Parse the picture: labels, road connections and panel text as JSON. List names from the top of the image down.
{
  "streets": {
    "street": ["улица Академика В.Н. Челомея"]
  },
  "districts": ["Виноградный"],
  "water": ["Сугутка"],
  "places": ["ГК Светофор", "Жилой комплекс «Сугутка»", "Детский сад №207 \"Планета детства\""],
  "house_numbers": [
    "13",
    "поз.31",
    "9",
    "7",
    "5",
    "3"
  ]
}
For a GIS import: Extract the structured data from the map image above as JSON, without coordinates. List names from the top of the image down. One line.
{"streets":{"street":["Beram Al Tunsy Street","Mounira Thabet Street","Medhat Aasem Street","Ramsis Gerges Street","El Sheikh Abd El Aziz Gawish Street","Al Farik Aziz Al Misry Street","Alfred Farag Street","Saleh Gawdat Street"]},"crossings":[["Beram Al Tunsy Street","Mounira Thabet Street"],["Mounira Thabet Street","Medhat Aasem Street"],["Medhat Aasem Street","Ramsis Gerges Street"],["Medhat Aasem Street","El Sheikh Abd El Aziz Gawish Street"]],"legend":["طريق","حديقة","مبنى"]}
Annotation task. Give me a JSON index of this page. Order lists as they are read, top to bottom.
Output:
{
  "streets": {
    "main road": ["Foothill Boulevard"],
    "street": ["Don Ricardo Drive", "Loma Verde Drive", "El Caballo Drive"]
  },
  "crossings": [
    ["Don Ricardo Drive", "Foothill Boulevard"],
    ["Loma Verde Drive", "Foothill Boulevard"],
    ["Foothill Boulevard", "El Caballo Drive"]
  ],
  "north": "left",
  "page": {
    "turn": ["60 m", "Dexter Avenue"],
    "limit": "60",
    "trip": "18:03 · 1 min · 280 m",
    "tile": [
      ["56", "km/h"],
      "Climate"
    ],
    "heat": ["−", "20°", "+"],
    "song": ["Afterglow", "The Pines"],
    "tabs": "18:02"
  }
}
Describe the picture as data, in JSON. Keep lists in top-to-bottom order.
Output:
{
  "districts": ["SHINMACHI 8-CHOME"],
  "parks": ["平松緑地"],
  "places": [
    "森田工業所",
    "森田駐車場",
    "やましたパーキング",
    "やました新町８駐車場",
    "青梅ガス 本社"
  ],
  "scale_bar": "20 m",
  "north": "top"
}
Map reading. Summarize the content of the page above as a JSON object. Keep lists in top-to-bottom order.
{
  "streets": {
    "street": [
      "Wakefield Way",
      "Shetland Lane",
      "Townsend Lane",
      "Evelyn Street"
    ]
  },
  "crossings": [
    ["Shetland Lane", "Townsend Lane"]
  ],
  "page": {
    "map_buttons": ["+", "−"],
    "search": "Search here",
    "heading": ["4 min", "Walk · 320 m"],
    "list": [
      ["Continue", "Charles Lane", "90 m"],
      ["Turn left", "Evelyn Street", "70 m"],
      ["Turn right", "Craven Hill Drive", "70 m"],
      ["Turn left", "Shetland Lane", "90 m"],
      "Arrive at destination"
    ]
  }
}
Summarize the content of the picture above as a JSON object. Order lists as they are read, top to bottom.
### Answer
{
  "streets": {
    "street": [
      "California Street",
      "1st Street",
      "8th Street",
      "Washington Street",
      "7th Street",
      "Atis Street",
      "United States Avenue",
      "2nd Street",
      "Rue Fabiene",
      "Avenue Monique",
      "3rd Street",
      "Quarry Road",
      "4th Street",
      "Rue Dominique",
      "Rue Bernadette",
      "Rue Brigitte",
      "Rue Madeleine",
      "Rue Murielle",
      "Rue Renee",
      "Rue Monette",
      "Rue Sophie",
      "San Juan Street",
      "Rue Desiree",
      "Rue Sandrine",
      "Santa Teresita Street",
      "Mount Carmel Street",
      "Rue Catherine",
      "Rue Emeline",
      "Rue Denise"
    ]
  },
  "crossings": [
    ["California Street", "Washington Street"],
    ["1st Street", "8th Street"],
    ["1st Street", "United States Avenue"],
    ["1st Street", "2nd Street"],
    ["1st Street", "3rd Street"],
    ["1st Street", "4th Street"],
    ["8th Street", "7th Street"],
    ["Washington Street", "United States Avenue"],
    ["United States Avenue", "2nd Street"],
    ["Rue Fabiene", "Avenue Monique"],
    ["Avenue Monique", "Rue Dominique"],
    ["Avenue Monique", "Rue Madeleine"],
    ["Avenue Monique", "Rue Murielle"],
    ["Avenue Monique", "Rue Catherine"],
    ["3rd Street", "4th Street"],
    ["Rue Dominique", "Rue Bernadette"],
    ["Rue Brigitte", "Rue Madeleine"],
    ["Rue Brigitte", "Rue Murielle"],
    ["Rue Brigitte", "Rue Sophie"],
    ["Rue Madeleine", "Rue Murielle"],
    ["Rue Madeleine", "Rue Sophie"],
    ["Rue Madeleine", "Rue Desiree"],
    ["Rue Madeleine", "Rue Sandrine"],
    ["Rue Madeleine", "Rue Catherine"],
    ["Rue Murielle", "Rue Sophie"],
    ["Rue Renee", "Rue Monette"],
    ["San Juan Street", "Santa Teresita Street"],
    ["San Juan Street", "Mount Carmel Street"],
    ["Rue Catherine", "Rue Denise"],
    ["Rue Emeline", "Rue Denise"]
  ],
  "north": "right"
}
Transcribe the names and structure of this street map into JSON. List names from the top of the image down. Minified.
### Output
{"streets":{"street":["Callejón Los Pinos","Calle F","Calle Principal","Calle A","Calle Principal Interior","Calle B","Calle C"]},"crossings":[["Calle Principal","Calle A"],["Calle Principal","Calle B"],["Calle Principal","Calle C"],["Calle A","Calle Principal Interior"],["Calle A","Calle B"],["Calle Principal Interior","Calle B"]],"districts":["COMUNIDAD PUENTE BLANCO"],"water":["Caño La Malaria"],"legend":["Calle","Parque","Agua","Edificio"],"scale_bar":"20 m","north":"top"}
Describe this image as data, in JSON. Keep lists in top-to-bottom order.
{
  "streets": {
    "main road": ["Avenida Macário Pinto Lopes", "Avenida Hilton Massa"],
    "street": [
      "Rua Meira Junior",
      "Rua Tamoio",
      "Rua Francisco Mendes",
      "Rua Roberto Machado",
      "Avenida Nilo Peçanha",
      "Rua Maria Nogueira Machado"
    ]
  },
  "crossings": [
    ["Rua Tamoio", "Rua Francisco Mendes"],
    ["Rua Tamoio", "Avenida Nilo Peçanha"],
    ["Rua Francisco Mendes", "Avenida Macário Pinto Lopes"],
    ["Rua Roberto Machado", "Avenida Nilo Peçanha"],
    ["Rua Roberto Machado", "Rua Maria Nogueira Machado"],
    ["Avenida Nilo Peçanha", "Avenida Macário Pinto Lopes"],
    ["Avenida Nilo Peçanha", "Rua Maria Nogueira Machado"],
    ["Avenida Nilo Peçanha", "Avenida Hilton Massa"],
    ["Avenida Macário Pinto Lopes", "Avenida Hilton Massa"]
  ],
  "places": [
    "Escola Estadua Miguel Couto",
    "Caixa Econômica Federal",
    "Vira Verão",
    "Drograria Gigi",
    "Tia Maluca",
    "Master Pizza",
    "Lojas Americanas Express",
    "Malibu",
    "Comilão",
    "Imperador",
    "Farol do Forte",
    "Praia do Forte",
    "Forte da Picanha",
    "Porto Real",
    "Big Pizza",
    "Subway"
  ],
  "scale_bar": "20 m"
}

--------------------

EXERCISE:
Taking care to match every character, output all of the entries above.

RESPONSE AREA:
Parse the picture: labels, road connections and panel text as JSON. List names from the top of the image down.
{
  "streets": {
    "street": ["улица Академика В.Н. Челомея"]
  },
  "districts": ["Виноградный"],
  "water": ["Сугутка"],
  "places": ["ГК Светофор", "Жилой комплекс «Сугутка»", "Детский сад №207 \"Планета детства\""],
  "house_numbers": [
    "13",
    "поз.31",
    "9",
    "7",
    "5",
    "3"
  ]
}
For a GIS import: Extract the structured data from the map image above as JSON, without coordinates. List names from the top of the image down. One line.
{"streets":{"street":["Beram Al Tunsy Street","Mounira Thabet Street","Medhat Aasem Street","Ramsis Gerges Street","El Sheikh Abd El Aziz Gawish Street","Al Farik Aziz Al Misry Street","Alfred Farag Street","Saleh Gawdat Street"]},"crossings":[["Beram Al Tunsy Street","Mounira Thabet Street"],["Mounira Thabet Street","Medhat Aasem Street"],["Medhat Aasem Street","Ramsis Gerges Street"],["Medhat Aasem Street","El Sheikh Abd El Aziz Gawish Street"]],"legend":["طريق","حديقة","مبنى"]}
Annotation task. Give me a JSON index of this page. Order lists as they are read, top to bottom.
Output:
{
  "streets": {
    "main road": ["Foothill Boulevard"],
    "street": ["Don Ricardo Drive", "Loma Verde Drive", "El Caballo Drive"]
  },
  "crossings": [
    ["Don Ricardo Drive", "Foothill Boulevard"],
    ["Loma Verde Drive", "Foothill Boulevard"],
    ["Foothill Boulevard", "El Caballo Drive"]
  ],
  "north": "left",
  "page": {
    "turn": ["60 m", "Dexter Avenue"],
    "limit": "60",
    "trip": "18:03 · 1 min · 280 m",
    "tile": [
      ["56", "km/h"],
      "Climate"
    ],
    "heat": ["−", "20°", "+"],
    "song": ["Afterglow", "The Pines"],
    "tabs": "18:02"
  }
}
Describe the picture as data, in JSON. Keep lists in top-to-bottom order.
Output:
{
  "districts": ["SHINMACHI 8-CHOME"],
  "parks": ["平松緑地"],
  "places": [
    "森田工業所",
    "森田駐車場",
    "やましたパーキング",
    "やました新町８駐車場",
    "青梅ガス 本社"
  ],
  "scale_bar": "20 m",
  "north": "top"
}
Map reading. Summarize the content of the page above as a JSON object. Keep lists in top-to-bottom order.
{
  "streets": {
    "street": [
      "Wakefield Way",
      "Shetland Lane",
      "Townsend Lane",
      "Evelyn Street"
    ]
  },
  "crossings": [
    ["Shetland Lane", "Townsend Lane"]
  ],
  "page": {
    "map_buttons": ["+", "−"],
    "search": "Search here",
    "heading": ["4 min", "Walk · 320 m"],
    "list": [
      ["Continue", "Charles Lane", "90 m"],
      ["Turn left", "Evelyn Street", "70 m"],
      ["Turn right", "Craven Hill Drive", "70 m"],
      ["Turn left", "Shetland Lane", "90 m"],
      "Arrive at destination"
    ]
  }
}
Summarize the content of the picture above as a JSON object. Order lists as they are read, top to bottom.
### Answer
{
  "streets": {
    "street": [
      "California Street",
      "1st Street",
      "8th Street",
      "Washington Street",
      "7th Street",
      "Atis Street",
      "United States Avenue",
      "2nd Street",
      "Rue Fabiene",
      "Avenue Monique",
      "3rd Street",
      "Quarry Road",
      "4th Street",
      "Rue Dominique",
      "Rue Bernadette",
      "Rue Brigitte",
      "Rue Madeleine",
      "Rue Murielle",
      "Rue Renee",
      "Rue Monette",
      "Rue Sophie",
      "San Juan Street",
      "Rue Desiree",
      "Rue Sandrine",
      "Santa Teresita Street",
      "Mount Carmel Street",
      "Rue Catherine",
      "Rue Emeline",
      "Rue Denise"
    ]
  },
  "crossings": [
    ["California Street", "Washington Street"],
    ["1st Street", "8th Street"],
    ["1st Street", "United States Avenue"],
    ["1st Street", "2nd Street"],
    ["1st Street", "3rd Street"],
    ["1st Street", "4th Street"],
    ["8th Street", "7th Street"],
    ["Washington Street", "United States Avenue"],
    ["United States Avenue", "2nd Street"],
    ["Rue Fabiene", "Avenue Monique"],
    ["Avenue Monique", "Rue Dominique"],
    ["Avenue Monique", "Rue Madeleine"],
    ["Avenue Monique", "Rue Murielle"],
    ["Avenue Monique", "Rue Catherine"],
    ["3rd Street", "4th Street"],
    ["Rue Dominique", "Rue Bernadette"],
    ["Rue Brigitte", "Rue Madeleine"],
    ["Rue Brigitte", "Rue Murielle"],
    ["Rue Brigitte", "Rue Sophie"],
    ["Rue Madeleine", "Rue Murielle"],
    ["Rue Madeleine", "Rue Sophie"],
    ["Rue Madeleine", "Rue Desiree"],
    ["Rue Madeleine", "Rue Sandrine"],
    ["Rue Madeleine", "Rue Catherine"],
    ["Rue Murielle", "Rue Sophie"],
    ["Rue Renee", "Rue Monette"],
    ["San Juan Street", "Santa Teresita Street"],
    ["San Juan Street", "Mount Carmel Street"],
    ["Rue Catherine", "Rue Denise"],
    ["Rue Emeline", "Rue Denise"]
  ],
  "north": "right"
}
Transcribe the names and structure of this street map into JSON. List names from the top of the image down. Minified.
### Output
{"streets":{"street":["Callejón Los Pinos","Calle F","Calle Principal","Calle A","Calle Principal Interior","Calle B","Calle C"]},"crossings":[["Calle Principal","Calle A"],["Calle Principal","Calle B"],["Calle Principal","Calle C"],["Calle A","Calle Principal Interior"],["Calle A","Calle B"],["Calle Principal Interior","Calle B"]],"districts":["COMUNIDAD PUENTE BLANCO"],"water":["Caño La Malaria"],"legend":["Calle","Parque","Agua","Edificio"],"scale_bar":"20 m","north":"top"}
Describe this image as data, in JSON. Keep lists in top-to-bottom order.
{
  "streets": {
    "main road": ["Avenida Macário Pinto Lopes", "Avenida Hilton Massa"],
    "street": [
      "Rua Meira Junior",
      "Rua Tamoio",
      "Rua Francisco Mendes",
      "Rua Roberto Machado",
      "Avenida Nilo Peçanha",
      "Rua Maria Nogueira Machado"
    ]
  },
  "crossings": [
    ["Rua Tamoio", "Rua Francisco Mendes"],
    ["Rua Tamoio", "Avenida Nilo Peçanha"],
    ["Rua Francisco Mendes", "Avenida Macário Pinto Lopes"],
    ["Rua Roberto Machado", "Avenida Nilo Peçanha"],
    ["Rua Roberto Machado", "Rua Maria Nogueira Machado"],
    ["Avenida Nilo Peçanha", "Avenida Macário Pinto Lopes"],
    ["Avenida Nilo Peçanha", "Rua Maria Nogueira Machado"],
    ["Avenida Nilo Peçanha", "Avenida Hilton Massa"],
    ["Avenida Macário Pinto Lopes", "Avenida Hilton Massa"]
  ],
  "places": [
    "Escola Estadua Miguel Couto",
    "Caixa Econômica Federal",
    "Vira Verão",
    "Drograria Gigi",
    "Tia Maluca",
    "Master Pizza",
    "Lojas Americanas Express",
    "Malibu",
    "Comilão",
    "Imperador",
    "Farol do Forte",
    "Praia do Forte",
    "Forte da Picanha",
    "Porto Real",
    "Big Pizza",
    "Subway"
  ],
  "scale_bar": "20 m"
}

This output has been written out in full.